▸ WORK REQUEST
In the records below, the line with "Serialize what can" and every line after it must be written out exactly; no pictures belong in the result.

────────

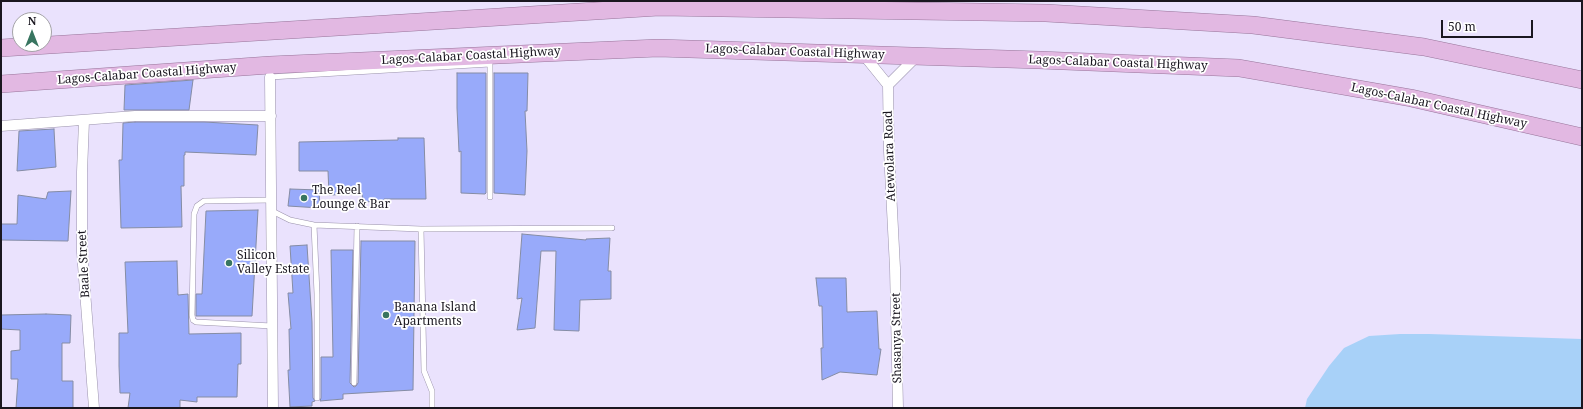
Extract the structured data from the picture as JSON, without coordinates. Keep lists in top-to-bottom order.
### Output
{
  "streets": {
    "highway": ["Lagos-Calabar Coastal Highway"],
    "street": ["Atewolara Road", "Baale Street", "Shasanya Street"]
  },
  "crossings": [
    ["Atewolara Road", "Shasanya Street"]
  ],
  "places": ["The Reel Lounge & Bar", "Silicon Valley Estate", "Banana Island Apartments"],
  "scale_bar": "50 m",
  "north": "top"
}
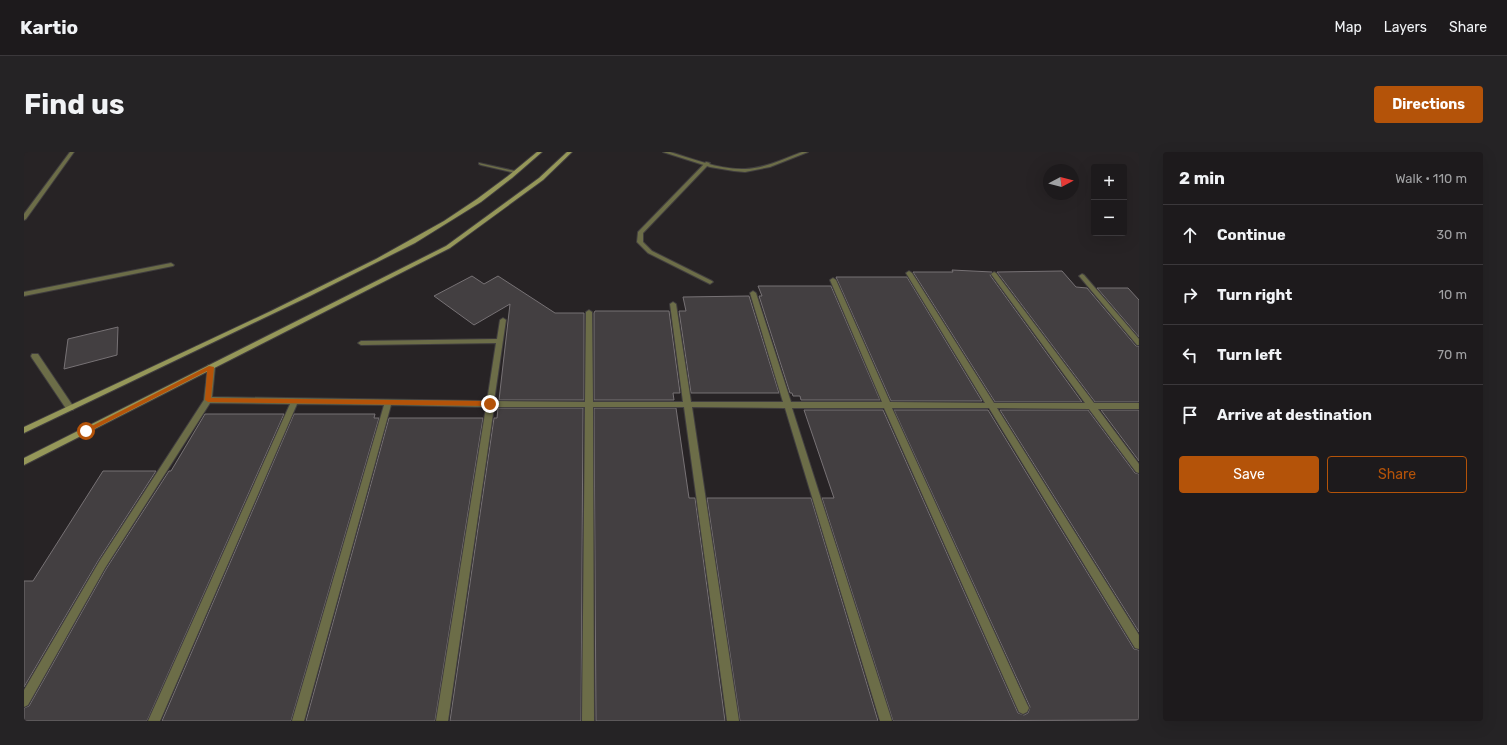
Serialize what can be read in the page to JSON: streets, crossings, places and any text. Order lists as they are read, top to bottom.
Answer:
{
  "north": "right",
  "page": {
    "header": "Kartio",
    "nav": ["Map", "Layers", "Share"],
    "buttons": [
      "Directions",
      ["Save", "Share"]
    ],
    "title": "Find us",
    "heading": ["2 min", "Walk · 110 m"],
    "map_buttons": ["+", "−"],
    "list": [
      ["Continue", "30 m"],
      ["Turn right", "10 m"],
      ["Turn left", "70 m"],
      "Arrive at destination"
    ]
  }
}
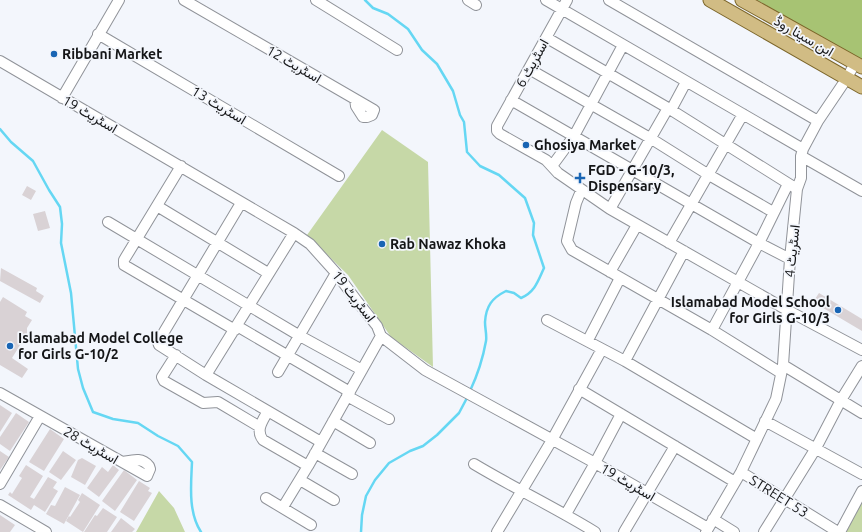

────────

▸ RESULT
Serialize what can be read in the page to JSON: streets, crossings, places and any text. Order lists as they are read, top to bottom.
Answer:
{
  "north": "right",
  "page": {
    "header": "Kartio",
    "nav": ["Map", "Layers", "Share"],
    "buttons": [
      "Directions",
      ["Save", "Share"]
    ],
    "title": "Find us",
    "heading": ["2 min", "Walk · 110 m"],
    "map_buttons": ["+", "−"],
    "list": [
      ["Continue", "30 m"],
      ["Turn right", "10 m"],
      ["Turn left", "70 m"],
      "Arrive at destination"
    ]
  }
}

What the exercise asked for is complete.